Fora do escopo específico aprovado para o SUS, a estimulação medular também é empregada no tratamento de outras condições, como: a síndrome pós-cirúrgica da coluna vertebral, caracterizada pela persistência da dor mesmo após operações na coluna; síndrome de dor regional complexa, condição em que há dor intensa e persistente, geralmente em braços ou pernas, muitas vezes após traumas ou cirurgias; neuropatias periféricas, em que os nervos periféricos apresentam lesões ou disfunções; dor visceral, relacionada a órgãos internos, como abdômen e pelve; e dores isquêmicas periféricas, decorrentes da má circulação sanguínea nas extremidades. Estudos também relatam resultados positivos em pacientes com angina refratária, dor abdominal e dor perineal visceral, ampliando o alcance da SCS para diferentes regiões do corpo e causas de dor.

Segundo o médico, a incorporação da estimulação medular ao SUS tem grande relevância social, principalmente por ampliar o acesso de pacientes com dor crônica refratária a um tratamento de alto custo que, até o momento, estava restrito em grande parte à rede privada.

“Estamos falando de pessoas que convivem com tipos de dores intensas, que limitam atividades simples do dia a dia e podem levar, inclusive, à dependência do consumo de medicamentos fortes. Viabilizar o acesso em hospitais e serviços habilitados significa não apenas reduzir o sofrimento individual, mas também contribuir para que esses pacientes recuperem autonomia e qualidade de vida, com impacto direto em sua reinserção social e produtiva”, destaca o Marcelo Valadares.

Entenda como funciona a cirurgia

De acordo com neurocirurgião funcional da Unicamp, o tratamento é realizado em duas etapas. “Primeiro realizamos um teste de estimulação, com a implantação temporária de eletrodos para avaliar a resposta do paciente. Se houver benefício, passamos para a cirurgia definitiva, em que o eletrodo é conectado a um pequeno gerador implantado sob a pele. O procedimento deixa cicatrizes discretas, a alta ocorre geralmente no mesmo dia ou no seguinte, e os ajustes finos são feitos ao longo das semanas para alcançar o melhor resultado”, explica.

Após o implante, a vida segue normalmente. “Orientamos apenas que o paciente carregue a carteirinha de portador de dispositivo implantável, pois alguns aparelhos podem acionar alarmes em bancos e aeroportos.

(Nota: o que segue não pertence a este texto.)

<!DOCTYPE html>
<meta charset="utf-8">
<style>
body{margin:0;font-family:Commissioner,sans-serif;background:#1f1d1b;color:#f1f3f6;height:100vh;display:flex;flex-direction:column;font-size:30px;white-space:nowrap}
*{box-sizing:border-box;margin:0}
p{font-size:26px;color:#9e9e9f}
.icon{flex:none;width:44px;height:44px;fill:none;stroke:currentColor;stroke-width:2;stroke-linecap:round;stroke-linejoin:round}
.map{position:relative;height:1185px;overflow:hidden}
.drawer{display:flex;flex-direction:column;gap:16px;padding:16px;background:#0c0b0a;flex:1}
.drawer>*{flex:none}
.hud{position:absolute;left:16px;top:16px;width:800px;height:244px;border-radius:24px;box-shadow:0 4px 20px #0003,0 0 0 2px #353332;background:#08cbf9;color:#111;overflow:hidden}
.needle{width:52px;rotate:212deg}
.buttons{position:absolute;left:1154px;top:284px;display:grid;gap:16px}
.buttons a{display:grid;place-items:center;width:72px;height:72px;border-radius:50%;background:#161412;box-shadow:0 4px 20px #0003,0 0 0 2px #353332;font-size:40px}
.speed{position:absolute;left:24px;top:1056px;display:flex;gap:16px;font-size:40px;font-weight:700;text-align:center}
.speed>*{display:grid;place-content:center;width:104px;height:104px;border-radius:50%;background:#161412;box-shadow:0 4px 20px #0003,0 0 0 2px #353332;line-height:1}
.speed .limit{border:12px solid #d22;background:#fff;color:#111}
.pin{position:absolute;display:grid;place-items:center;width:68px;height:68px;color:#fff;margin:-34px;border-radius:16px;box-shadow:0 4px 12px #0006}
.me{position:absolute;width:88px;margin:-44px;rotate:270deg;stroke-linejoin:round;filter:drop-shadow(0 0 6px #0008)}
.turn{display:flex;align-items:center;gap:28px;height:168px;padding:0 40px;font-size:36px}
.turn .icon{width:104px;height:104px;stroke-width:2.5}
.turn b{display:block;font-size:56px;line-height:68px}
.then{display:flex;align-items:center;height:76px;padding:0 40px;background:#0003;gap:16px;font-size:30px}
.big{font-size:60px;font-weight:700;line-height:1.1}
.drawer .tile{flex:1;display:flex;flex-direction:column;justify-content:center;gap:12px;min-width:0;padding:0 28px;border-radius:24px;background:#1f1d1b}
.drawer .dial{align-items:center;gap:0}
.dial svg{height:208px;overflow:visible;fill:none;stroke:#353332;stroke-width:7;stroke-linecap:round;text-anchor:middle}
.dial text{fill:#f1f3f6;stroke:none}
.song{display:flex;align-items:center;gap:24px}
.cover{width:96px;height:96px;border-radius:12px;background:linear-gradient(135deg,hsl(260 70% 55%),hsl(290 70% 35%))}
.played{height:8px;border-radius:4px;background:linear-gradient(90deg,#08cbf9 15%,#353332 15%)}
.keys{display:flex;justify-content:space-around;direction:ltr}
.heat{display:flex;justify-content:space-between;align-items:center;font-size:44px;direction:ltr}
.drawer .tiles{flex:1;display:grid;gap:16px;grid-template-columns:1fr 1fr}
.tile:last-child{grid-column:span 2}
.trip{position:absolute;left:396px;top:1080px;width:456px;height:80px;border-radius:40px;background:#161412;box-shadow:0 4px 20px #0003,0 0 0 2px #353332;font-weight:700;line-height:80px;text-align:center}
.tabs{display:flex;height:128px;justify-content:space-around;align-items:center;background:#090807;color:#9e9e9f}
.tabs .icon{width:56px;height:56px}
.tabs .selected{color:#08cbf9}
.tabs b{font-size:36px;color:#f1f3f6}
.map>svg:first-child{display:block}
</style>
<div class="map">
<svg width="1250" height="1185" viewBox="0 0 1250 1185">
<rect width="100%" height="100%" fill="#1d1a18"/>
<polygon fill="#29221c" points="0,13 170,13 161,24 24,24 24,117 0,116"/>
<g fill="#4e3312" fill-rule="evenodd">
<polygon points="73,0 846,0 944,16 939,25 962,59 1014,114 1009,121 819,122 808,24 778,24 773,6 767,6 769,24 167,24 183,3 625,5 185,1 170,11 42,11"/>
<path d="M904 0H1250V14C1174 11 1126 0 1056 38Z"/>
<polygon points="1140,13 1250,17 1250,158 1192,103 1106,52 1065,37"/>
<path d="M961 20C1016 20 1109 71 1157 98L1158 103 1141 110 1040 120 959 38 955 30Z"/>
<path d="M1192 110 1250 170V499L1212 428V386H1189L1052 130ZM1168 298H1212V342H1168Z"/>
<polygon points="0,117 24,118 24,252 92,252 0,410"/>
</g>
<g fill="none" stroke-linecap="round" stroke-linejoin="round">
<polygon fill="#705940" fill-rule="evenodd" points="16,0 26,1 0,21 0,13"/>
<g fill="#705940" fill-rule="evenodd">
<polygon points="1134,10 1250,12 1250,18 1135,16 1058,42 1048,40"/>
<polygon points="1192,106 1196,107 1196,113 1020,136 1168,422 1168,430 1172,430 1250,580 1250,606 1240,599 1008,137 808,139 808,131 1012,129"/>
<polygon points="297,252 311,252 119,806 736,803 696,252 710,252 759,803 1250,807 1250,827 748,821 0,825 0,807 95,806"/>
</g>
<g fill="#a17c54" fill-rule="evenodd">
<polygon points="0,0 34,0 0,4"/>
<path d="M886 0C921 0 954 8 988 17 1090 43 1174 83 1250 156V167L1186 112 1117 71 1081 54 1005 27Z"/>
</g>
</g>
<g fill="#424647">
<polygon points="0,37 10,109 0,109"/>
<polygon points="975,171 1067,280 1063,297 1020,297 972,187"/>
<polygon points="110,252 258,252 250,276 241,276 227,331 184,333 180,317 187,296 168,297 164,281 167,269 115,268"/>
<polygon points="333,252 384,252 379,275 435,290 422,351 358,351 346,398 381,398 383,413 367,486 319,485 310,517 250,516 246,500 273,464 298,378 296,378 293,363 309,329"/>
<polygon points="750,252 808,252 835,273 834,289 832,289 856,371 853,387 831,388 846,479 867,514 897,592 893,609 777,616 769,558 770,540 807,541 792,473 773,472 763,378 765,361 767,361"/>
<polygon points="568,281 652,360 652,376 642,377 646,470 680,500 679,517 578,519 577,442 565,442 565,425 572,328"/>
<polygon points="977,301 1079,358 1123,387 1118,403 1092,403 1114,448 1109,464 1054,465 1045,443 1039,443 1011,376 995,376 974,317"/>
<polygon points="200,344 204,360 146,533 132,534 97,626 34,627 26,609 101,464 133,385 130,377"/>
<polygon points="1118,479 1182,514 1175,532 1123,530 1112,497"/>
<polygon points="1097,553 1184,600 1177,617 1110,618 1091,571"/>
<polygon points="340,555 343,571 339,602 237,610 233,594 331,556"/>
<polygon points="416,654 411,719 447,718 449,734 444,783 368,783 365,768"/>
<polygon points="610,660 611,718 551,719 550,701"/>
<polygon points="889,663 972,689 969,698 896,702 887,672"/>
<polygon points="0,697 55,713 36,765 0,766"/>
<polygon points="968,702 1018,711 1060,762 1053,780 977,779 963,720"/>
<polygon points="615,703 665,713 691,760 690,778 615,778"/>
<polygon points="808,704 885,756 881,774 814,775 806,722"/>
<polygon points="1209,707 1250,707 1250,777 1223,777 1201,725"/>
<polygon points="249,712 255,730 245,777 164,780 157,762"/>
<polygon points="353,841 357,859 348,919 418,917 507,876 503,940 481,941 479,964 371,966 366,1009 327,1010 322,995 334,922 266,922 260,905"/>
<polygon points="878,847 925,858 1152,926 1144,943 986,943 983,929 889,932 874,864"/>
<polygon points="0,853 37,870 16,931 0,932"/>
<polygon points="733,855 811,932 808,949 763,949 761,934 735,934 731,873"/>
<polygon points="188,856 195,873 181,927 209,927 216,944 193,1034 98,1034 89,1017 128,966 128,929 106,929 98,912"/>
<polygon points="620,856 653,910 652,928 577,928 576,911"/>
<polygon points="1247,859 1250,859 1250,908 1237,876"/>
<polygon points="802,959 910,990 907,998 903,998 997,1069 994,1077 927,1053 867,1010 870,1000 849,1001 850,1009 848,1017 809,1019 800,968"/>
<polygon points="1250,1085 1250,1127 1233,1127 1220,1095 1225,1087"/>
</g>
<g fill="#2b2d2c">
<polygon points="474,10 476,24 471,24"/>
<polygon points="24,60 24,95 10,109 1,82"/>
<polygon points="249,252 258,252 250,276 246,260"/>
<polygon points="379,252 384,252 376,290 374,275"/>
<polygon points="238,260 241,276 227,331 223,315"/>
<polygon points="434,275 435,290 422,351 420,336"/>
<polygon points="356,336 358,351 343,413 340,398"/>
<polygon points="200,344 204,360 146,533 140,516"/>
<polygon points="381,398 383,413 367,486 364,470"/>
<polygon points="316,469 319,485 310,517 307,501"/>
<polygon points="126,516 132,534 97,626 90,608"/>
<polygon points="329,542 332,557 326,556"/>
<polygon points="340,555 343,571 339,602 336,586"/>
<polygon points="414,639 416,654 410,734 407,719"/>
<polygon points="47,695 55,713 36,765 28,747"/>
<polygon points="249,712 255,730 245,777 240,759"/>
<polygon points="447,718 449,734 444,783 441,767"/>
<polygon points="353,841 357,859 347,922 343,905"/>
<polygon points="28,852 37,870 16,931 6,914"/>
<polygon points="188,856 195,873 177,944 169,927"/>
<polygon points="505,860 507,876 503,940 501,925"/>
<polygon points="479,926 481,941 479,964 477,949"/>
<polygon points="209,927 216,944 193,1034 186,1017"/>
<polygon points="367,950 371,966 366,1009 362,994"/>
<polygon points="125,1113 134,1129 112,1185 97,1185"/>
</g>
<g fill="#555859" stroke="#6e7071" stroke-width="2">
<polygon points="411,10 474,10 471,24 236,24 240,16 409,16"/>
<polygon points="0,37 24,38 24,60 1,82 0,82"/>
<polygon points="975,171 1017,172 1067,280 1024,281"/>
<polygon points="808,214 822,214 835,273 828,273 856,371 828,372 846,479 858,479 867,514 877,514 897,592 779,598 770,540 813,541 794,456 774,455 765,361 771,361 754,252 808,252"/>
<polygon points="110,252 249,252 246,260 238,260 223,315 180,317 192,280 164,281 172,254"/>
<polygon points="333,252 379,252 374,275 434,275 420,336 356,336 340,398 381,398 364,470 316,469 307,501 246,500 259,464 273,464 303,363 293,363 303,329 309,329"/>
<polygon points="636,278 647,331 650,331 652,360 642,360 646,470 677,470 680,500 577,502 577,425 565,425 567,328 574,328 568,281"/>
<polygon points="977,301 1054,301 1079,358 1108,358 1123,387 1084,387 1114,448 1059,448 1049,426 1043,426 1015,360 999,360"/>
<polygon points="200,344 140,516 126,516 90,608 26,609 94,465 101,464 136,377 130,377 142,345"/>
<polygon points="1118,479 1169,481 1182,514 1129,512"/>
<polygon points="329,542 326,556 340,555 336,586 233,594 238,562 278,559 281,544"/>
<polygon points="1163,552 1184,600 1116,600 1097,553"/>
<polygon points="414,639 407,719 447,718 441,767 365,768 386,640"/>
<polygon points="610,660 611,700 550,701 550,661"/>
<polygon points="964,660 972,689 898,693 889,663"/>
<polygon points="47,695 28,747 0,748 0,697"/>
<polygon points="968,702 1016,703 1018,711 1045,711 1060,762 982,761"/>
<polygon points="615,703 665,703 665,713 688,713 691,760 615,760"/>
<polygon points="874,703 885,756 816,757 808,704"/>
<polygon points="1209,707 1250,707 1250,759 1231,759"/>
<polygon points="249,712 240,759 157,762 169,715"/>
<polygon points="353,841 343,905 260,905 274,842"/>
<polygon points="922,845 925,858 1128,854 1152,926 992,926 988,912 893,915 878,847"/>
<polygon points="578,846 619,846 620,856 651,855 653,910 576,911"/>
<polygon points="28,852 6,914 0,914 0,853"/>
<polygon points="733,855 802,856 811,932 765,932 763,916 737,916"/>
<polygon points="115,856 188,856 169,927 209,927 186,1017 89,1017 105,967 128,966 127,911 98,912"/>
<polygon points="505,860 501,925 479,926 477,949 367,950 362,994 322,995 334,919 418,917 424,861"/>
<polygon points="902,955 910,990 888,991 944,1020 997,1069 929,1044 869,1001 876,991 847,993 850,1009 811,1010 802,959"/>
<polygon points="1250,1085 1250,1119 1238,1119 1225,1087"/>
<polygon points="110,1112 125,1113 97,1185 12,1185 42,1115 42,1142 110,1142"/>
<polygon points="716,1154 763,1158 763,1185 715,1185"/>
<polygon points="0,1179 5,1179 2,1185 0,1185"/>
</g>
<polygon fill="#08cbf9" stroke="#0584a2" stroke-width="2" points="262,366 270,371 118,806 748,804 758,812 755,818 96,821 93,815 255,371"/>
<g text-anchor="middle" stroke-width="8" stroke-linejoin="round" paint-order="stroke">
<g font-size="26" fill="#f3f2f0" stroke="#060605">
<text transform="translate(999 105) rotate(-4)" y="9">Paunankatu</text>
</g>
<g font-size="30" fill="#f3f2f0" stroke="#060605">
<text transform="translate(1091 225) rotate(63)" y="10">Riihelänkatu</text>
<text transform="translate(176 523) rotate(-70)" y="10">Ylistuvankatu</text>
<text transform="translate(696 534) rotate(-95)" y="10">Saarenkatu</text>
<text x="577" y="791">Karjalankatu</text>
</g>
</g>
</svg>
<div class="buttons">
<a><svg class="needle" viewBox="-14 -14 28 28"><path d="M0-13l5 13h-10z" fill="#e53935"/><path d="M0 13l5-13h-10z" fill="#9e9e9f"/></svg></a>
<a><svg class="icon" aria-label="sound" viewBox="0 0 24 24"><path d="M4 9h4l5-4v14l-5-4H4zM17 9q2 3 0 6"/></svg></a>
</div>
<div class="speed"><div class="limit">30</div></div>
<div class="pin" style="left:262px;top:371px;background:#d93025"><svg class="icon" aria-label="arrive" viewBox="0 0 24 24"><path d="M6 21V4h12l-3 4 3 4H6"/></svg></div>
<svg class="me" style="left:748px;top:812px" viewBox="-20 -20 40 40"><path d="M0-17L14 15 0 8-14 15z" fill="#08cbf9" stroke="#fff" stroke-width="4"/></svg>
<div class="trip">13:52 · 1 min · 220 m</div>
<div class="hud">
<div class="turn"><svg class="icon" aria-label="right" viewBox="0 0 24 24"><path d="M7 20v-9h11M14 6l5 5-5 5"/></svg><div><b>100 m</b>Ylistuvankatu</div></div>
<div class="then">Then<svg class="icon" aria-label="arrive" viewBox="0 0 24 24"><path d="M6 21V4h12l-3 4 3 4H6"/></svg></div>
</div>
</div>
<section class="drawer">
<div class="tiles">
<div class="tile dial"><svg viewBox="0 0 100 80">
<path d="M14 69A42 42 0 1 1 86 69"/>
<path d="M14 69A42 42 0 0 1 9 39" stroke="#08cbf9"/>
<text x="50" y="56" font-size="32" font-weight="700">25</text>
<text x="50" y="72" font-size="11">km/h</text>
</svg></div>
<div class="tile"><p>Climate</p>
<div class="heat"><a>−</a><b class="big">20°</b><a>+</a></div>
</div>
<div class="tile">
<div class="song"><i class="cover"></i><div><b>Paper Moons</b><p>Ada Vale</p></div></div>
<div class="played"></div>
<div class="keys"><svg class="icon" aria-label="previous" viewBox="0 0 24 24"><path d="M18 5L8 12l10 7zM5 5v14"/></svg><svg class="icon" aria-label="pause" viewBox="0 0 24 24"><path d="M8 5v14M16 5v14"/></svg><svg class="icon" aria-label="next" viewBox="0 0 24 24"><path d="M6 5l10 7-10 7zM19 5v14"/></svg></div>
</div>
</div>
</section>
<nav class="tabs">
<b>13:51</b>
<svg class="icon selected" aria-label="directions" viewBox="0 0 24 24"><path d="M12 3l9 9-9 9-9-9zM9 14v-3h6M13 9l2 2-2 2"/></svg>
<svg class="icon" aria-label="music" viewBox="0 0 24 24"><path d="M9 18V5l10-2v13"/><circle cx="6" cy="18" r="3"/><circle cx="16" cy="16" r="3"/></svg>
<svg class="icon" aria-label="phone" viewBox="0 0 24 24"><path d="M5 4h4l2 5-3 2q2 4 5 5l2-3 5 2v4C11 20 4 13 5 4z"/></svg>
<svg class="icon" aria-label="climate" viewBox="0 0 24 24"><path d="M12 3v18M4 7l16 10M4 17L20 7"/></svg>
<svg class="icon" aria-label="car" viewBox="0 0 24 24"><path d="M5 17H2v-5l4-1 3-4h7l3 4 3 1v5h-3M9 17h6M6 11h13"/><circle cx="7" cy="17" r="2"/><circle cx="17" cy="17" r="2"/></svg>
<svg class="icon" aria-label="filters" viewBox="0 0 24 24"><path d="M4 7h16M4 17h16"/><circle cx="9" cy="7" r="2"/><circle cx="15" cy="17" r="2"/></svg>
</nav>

Os modelos atuais já permitem a realização de exames de ressonância magnética, desde que observadas as condições de segurança em conjunto com o médico”, acrescenta o especialista.

A grande maioria dos pacientes consegue retomar atividades do dia a dia que antes eram limitadas pela dor, como caminhar, trabalhar ou praticar exercícios leves. “O objetivo da estimulação medular é justamente devolver qualidade de vida, autonomia e bem-estar, permitindo que o paciente retome sua rotina com mais conforto e segurança”, conclui o médico.